Golf du Médoc : « Ici, c’est le jeu qui compte »

Catégorie : Pratiques

Avec ses deux parcours 18 trous, le Golf du Médoc fait partie des grandes infrastructures golfiques du Sud-Ouest. Sous la houlette de son intendant Yannick Viola, présent depuis sa création, l’équipe d’entretien veille au gazon pour qu’il soit le plus propice au jeu. 

Souvent classé parmi les plus beaux golfs européens, ce n’est pas un hasard si le golf du Médoc Resort a accueilli du 15 au 18 juin 2022 le championnat de France professionnel, de retour après 13 années d’absence. Ce retour symbolique devait obligatoirement se faire dans une des places fortes du golf français. Car depuis sa création, le complexe a toujours accueilli des compétitions professionnelles.

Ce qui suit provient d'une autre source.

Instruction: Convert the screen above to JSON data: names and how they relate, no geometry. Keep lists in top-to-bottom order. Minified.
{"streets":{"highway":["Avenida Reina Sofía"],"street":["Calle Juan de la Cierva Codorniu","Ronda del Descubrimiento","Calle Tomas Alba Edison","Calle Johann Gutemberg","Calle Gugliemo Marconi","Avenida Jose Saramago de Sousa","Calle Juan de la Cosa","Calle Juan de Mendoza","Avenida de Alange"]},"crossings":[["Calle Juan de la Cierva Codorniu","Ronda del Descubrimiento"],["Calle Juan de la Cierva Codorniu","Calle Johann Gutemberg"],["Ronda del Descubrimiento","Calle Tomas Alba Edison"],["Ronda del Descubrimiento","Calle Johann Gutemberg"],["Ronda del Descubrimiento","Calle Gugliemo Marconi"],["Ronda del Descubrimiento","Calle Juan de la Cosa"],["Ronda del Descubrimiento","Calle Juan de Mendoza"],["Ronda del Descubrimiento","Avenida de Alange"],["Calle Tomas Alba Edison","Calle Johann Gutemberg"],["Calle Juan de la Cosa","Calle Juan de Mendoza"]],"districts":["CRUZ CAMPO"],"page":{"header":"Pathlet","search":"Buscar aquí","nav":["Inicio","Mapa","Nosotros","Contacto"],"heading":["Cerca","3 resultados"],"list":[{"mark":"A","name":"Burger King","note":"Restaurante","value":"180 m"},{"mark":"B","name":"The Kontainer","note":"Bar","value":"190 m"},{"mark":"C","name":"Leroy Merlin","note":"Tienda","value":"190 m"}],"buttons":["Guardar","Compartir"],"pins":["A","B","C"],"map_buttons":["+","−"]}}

C’est en 1989 que le golf du Médoc, situé à moins d’une heure du centre de Bordeaux, est inauguré avec son parcours des Châteaux. Imaginé et conçu par l’architecte Bill Coore, le 18 trous s’étend sur 90 hectares. L’idée de l’Américain était de s’inspirer des links écossais, des golfs en bord de mer, au sous-sol sablonneux et imbriqués dans une nature préservée. Il a été élu meilleur parcours de France en 2014, 2016, 2017 et 2018 par les World Golf Awards. Deux années après son inauguration, le golf devient un 36 trous avec la création du parcours des Vignes (60 hectares), dessiné par le Canadien Rod Whitman. Les deux parcours offrent tous deux à voir aux golfeurs un paysage régional riche, mais leurs caractéristiques golfiques sont différentes. Le parcours des Châteaux, plus long, est plus propice aux compétitions tandis que le parcours des Vignes, bien que plus technique, est plus accessible car plus court.

Depuis 2007, l’entretien des deux parcours est géré par l’intendant Yannick Viola et son adjoint Frédéric Nalet. Avec 35 ans d’ancienneté au Médoc, Yannick Viola connait son golf sur le bout des doigts. Après un bac professionnel dans la viticulture à Saint-Emilion, il intègre le Golf Bordelais en tant que jardinier saisonnier pendant sept mois. Lorsqu’il revient de son service militaire, il gère les espaces verts de la ville de Libourne pendant deux ans avant d’intégrer le golf du Médoc en 1987 en tant que jardinier. Il participe à la création du parcours des Châteaux puis devient greenkeeper adjoint en 1995 avant de prendre les rênes de l’entretien en 2007. Pour gérer les quelques 150 hectares de parcours, l’intendant a à ses côtés une équipe de 14 personnes à temps-plein : 12 jardiniers dont 2 fontainiers, un mécanicien et son intendant-adjoint. Deux alternants en formation à Neuvic et Dunkerque complètent une équipe au sein de laquelle « toute le monde touche à tout », indique Yannick Viola.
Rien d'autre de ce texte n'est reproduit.